*Task instructions*:
Scan the entries below for the string "sans" and copy every line where it turns up.

*Material provided*:
+++++

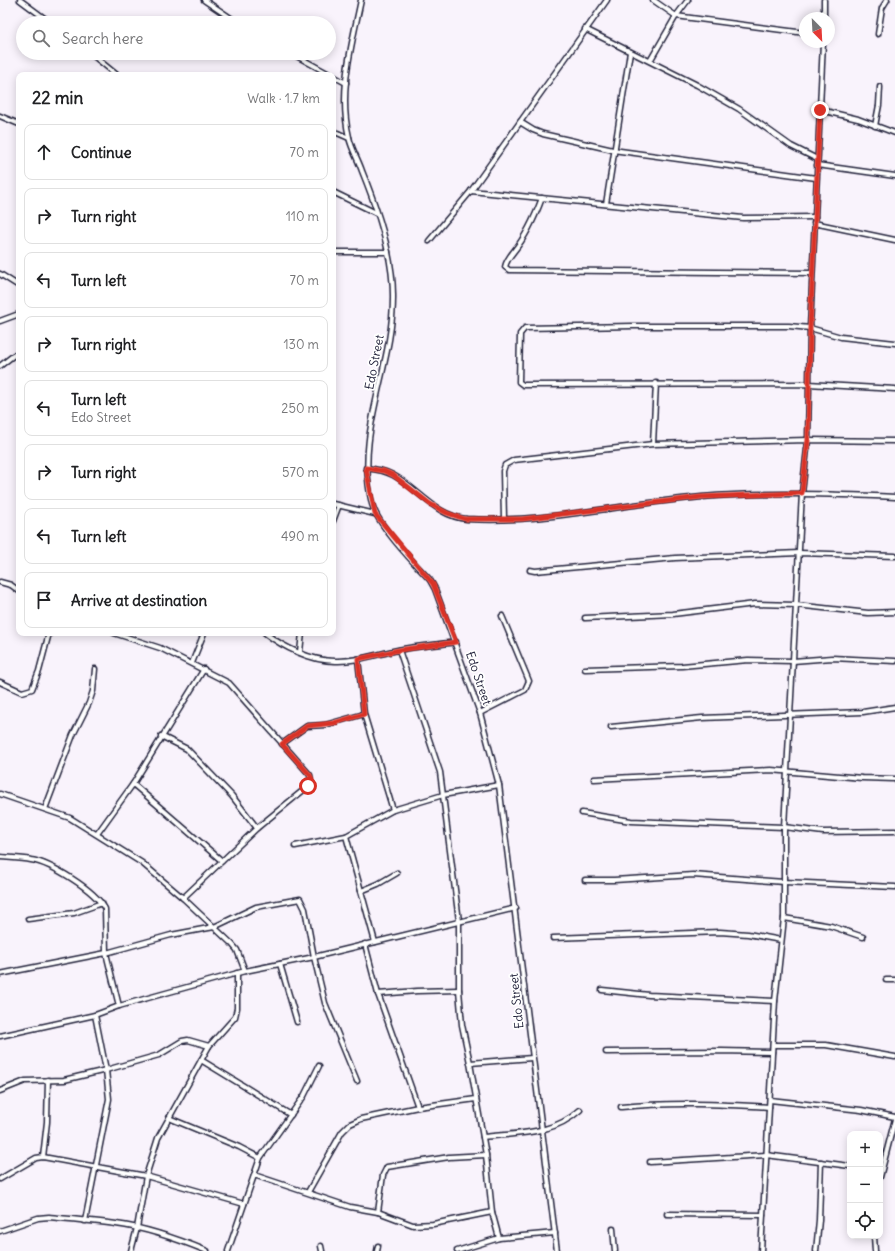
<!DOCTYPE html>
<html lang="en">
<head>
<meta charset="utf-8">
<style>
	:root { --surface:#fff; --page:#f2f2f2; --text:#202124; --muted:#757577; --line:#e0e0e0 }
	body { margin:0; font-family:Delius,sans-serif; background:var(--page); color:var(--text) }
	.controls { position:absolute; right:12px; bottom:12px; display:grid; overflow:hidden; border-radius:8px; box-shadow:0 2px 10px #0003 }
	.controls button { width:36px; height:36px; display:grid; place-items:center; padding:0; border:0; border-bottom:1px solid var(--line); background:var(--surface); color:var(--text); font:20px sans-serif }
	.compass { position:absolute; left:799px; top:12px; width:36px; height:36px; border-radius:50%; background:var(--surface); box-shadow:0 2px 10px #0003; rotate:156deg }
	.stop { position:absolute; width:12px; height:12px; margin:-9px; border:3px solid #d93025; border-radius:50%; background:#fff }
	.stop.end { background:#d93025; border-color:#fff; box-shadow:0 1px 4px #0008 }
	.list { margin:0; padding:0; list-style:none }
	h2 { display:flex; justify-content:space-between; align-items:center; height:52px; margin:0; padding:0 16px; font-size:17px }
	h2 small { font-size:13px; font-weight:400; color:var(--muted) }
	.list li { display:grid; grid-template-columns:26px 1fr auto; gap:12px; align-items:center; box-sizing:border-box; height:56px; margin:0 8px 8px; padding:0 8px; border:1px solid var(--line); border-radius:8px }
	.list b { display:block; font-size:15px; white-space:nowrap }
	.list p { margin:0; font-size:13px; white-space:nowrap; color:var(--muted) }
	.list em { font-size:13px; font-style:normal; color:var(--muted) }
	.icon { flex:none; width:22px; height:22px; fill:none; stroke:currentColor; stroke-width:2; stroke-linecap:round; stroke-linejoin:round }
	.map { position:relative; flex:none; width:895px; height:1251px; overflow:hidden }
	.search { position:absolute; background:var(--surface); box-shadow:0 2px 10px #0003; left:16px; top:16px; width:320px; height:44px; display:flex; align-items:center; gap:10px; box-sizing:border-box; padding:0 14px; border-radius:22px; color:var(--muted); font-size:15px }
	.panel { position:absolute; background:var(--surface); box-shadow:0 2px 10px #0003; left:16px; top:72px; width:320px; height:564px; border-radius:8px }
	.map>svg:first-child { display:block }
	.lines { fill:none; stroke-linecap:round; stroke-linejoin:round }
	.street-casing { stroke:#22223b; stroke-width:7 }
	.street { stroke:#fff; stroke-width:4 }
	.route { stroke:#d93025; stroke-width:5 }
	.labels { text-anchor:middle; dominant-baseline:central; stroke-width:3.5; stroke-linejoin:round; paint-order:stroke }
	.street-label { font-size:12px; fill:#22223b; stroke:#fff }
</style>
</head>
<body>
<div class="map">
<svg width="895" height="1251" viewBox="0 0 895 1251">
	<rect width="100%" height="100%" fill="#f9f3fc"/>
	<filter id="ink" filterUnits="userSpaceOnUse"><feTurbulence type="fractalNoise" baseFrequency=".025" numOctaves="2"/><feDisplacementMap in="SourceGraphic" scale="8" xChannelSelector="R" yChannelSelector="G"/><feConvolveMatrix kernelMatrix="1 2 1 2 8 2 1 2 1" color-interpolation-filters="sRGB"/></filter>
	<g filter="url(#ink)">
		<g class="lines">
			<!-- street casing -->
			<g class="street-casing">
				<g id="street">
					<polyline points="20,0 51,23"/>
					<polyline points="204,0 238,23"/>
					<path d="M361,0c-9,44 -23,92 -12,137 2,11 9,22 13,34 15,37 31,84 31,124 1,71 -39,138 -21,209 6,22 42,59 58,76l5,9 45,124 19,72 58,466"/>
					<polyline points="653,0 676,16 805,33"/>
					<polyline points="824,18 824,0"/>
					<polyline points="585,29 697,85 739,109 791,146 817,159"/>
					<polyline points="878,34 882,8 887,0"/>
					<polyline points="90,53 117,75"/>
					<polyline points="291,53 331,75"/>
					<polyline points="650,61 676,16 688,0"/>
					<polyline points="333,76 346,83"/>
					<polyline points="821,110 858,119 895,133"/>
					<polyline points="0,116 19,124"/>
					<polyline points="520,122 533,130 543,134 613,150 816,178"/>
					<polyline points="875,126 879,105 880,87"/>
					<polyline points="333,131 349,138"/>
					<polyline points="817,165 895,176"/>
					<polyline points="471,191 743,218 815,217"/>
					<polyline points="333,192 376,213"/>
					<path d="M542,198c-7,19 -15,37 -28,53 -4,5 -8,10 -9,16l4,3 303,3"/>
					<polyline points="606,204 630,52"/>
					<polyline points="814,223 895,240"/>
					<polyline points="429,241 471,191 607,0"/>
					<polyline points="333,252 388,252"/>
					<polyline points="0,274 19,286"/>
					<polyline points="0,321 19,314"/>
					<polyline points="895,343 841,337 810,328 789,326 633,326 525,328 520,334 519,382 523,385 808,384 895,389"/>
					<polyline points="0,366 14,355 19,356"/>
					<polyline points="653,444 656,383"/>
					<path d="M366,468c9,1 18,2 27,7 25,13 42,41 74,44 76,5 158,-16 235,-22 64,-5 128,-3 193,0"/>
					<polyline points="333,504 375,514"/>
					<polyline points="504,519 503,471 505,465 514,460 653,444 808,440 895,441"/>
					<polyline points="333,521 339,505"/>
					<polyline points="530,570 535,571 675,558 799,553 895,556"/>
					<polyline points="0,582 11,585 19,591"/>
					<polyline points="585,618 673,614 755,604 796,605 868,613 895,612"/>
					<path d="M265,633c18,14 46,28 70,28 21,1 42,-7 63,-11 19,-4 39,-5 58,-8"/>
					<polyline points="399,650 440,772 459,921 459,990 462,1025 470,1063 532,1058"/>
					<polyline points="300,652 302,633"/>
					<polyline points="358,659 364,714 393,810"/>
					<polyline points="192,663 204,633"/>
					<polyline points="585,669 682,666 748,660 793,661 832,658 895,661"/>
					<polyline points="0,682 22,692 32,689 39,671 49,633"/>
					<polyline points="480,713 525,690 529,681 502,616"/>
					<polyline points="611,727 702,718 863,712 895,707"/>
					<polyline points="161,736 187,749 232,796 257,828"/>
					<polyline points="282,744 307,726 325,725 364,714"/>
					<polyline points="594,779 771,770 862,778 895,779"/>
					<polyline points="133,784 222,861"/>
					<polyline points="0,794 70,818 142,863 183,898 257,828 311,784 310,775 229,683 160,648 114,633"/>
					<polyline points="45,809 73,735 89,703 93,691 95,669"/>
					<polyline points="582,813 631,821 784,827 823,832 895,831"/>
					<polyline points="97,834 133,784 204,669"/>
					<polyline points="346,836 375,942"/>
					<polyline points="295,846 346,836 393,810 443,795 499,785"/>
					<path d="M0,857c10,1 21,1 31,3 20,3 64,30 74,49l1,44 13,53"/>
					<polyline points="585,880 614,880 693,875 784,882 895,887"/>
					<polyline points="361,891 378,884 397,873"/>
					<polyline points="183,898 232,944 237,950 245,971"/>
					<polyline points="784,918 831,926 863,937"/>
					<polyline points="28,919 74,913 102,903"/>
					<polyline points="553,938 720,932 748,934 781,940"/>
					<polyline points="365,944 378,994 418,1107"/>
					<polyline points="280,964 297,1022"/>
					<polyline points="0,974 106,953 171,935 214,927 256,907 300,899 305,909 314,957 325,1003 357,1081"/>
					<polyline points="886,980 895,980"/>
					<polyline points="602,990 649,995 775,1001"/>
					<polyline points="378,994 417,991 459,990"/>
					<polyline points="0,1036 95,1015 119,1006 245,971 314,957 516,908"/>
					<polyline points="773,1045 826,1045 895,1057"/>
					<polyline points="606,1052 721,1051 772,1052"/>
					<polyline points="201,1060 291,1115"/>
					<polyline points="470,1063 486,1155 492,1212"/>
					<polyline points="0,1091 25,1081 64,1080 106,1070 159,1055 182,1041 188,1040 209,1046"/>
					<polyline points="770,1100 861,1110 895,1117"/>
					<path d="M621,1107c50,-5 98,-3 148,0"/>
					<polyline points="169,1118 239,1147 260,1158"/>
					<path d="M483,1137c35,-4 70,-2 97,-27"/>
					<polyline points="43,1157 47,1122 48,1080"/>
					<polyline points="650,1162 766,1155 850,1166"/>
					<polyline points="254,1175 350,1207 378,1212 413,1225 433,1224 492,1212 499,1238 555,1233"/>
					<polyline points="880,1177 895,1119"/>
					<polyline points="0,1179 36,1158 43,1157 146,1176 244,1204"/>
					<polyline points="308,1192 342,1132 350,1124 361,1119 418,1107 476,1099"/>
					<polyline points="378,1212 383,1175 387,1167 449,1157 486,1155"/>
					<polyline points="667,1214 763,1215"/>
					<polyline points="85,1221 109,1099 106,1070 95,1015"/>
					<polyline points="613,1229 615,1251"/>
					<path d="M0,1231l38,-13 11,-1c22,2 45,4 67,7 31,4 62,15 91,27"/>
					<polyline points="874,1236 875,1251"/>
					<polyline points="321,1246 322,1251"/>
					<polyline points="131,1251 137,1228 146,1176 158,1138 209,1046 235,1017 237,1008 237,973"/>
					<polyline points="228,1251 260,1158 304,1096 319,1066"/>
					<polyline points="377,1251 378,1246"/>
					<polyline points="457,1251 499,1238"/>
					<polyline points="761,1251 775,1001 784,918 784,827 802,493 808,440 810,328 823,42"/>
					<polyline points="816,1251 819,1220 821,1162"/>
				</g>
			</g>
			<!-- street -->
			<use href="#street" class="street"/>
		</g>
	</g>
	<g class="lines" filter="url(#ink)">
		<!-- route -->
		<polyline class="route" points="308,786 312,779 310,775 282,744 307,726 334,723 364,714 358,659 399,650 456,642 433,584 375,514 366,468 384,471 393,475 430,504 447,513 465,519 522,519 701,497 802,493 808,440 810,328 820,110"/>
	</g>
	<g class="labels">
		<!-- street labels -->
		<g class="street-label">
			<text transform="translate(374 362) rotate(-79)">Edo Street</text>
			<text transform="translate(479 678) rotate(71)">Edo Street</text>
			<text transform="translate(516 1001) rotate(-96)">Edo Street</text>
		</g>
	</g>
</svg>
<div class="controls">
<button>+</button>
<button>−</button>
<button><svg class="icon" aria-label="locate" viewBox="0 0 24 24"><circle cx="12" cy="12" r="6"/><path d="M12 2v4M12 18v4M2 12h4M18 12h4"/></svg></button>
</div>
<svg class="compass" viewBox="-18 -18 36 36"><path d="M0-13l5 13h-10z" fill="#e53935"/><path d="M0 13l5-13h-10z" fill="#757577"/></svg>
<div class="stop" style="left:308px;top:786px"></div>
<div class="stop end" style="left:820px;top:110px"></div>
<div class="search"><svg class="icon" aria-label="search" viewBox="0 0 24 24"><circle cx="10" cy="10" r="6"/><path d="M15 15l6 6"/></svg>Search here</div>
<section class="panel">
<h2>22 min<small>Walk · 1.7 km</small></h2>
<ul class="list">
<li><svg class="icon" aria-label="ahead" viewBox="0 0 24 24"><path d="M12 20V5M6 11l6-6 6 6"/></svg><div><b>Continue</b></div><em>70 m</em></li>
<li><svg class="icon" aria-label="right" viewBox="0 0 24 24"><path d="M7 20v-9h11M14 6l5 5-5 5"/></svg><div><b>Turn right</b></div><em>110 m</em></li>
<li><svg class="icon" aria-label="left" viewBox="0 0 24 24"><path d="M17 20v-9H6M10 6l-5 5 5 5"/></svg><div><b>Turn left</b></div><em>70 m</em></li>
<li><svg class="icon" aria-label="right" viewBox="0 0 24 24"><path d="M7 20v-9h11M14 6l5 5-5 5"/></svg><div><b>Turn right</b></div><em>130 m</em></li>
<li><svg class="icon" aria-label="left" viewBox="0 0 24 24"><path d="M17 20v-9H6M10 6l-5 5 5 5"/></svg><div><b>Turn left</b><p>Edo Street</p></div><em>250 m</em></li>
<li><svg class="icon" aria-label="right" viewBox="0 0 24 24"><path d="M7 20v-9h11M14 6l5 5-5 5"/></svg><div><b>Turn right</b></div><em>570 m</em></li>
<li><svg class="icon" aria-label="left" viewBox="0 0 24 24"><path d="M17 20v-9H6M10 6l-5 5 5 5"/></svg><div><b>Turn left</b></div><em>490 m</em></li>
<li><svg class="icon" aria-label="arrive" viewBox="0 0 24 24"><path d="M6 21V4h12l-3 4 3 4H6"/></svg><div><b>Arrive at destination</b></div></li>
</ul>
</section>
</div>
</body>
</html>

+++++

*Output of the task*:
	body { margin:0; font-family:Delius,sans-serif; background:var(--page); color:var(--text) }
	.controls button { width:36px; height:36px; display:grid; place-items:center; padding:0; border:0; border-bottom:1px solid var(--line); background:var(--surface); color:var(--text); font:20px sans-serif }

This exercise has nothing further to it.